Work item> Below are the records; copy each line in which "font" can be found.
··· Given information ···
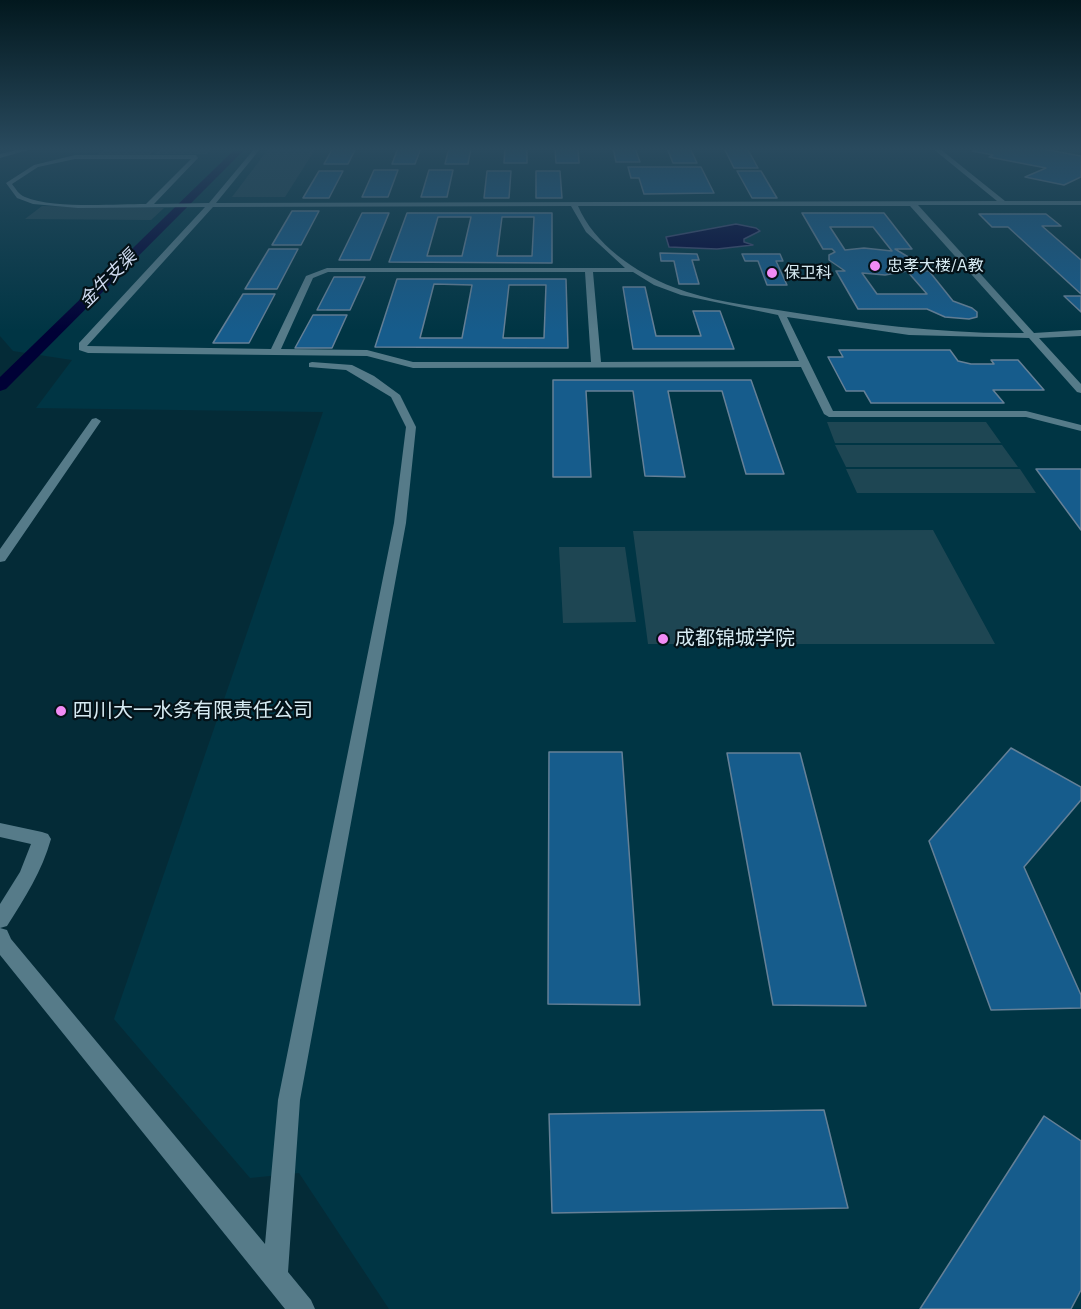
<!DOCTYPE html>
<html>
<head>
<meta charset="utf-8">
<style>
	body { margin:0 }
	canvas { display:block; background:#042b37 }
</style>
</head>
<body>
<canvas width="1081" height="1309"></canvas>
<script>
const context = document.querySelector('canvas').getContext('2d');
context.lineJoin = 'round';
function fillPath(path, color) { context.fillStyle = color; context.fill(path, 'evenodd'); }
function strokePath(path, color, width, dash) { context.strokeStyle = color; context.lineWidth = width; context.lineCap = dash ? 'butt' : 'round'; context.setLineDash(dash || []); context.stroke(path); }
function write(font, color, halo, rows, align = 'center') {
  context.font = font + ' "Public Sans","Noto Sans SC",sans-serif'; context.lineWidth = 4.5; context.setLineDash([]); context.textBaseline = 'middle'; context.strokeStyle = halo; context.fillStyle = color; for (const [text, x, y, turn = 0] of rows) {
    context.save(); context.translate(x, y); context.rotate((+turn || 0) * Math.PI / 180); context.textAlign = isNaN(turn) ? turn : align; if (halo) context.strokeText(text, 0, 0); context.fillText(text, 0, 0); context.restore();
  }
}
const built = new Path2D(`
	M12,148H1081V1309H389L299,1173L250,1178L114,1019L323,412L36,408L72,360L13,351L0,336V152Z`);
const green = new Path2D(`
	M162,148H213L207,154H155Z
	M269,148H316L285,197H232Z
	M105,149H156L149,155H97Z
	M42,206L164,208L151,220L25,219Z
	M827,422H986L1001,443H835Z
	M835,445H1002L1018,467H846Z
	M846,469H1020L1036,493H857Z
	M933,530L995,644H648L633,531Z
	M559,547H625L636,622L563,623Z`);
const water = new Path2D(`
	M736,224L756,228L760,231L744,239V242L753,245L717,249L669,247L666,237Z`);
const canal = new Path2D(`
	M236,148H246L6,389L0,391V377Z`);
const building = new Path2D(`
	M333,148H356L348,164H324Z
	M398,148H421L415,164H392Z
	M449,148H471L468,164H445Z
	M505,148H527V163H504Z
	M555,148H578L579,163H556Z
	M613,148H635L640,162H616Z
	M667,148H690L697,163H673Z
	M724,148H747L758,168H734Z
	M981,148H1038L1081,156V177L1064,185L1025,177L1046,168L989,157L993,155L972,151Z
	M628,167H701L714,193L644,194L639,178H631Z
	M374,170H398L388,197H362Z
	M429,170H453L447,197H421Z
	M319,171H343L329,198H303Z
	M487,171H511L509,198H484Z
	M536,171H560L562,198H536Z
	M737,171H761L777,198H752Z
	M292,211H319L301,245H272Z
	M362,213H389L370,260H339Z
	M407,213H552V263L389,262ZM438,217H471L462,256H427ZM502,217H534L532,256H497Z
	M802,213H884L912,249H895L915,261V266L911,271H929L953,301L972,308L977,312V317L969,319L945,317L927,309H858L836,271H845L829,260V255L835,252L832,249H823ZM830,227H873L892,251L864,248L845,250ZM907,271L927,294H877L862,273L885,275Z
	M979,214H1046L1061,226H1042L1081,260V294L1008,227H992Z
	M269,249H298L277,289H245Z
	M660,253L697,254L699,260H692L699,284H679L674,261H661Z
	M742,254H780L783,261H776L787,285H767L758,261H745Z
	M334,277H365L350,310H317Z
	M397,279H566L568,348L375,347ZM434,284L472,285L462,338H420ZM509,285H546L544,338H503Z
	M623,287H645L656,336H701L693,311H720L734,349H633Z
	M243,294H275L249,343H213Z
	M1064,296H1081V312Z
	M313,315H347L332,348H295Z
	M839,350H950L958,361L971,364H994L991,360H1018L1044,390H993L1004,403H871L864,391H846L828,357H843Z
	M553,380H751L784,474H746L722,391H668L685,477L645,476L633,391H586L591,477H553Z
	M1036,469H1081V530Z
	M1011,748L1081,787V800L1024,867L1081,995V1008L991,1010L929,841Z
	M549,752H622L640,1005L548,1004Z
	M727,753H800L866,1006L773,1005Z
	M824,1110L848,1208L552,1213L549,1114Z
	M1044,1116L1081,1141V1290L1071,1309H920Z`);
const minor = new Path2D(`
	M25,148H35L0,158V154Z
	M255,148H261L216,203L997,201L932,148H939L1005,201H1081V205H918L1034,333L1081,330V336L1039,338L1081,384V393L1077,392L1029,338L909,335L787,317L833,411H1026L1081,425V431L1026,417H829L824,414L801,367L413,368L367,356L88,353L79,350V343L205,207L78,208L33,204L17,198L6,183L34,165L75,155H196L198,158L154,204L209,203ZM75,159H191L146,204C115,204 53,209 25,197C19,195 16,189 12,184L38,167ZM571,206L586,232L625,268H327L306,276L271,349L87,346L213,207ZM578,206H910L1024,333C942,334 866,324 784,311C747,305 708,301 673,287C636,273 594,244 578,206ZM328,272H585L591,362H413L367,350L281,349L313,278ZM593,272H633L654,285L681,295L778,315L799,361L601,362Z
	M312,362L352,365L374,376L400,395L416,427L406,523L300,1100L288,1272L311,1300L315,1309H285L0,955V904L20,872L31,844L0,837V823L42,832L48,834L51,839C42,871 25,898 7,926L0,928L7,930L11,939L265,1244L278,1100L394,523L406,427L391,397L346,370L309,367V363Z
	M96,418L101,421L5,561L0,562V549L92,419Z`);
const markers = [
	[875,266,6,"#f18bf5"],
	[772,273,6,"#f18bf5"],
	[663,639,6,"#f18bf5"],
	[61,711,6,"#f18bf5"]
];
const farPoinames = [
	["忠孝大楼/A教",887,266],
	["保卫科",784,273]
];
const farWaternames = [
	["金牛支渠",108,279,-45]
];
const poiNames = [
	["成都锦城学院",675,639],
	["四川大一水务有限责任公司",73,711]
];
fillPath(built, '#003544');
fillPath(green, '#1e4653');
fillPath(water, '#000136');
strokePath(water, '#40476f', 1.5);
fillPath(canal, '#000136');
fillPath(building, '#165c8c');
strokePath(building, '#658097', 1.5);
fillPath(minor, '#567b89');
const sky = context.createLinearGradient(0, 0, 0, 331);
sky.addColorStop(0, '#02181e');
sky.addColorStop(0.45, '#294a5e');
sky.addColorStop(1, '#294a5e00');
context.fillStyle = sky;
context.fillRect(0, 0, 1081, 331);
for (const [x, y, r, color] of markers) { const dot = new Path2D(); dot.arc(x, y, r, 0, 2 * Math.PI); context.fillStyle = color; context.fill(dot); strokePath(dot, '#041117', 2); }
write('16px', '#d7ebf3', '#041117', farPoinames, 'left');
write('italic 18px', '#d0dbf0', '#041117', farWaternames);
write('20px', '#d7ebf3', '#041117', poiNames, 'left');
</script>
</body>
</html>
···
Result for this task>
function write(font, color, halo, rows, align = 'center') {
  context.font = font + ' "Public Sans","Noto Sans SC",sans-serif'; context.lineWidth = 4.5; context.setLineDash([]); context.textBaseline = 'middle'; context.strokeStyle = halo; context.fillStyle = color; for (const [text, x, y, turn = 0] of rows) {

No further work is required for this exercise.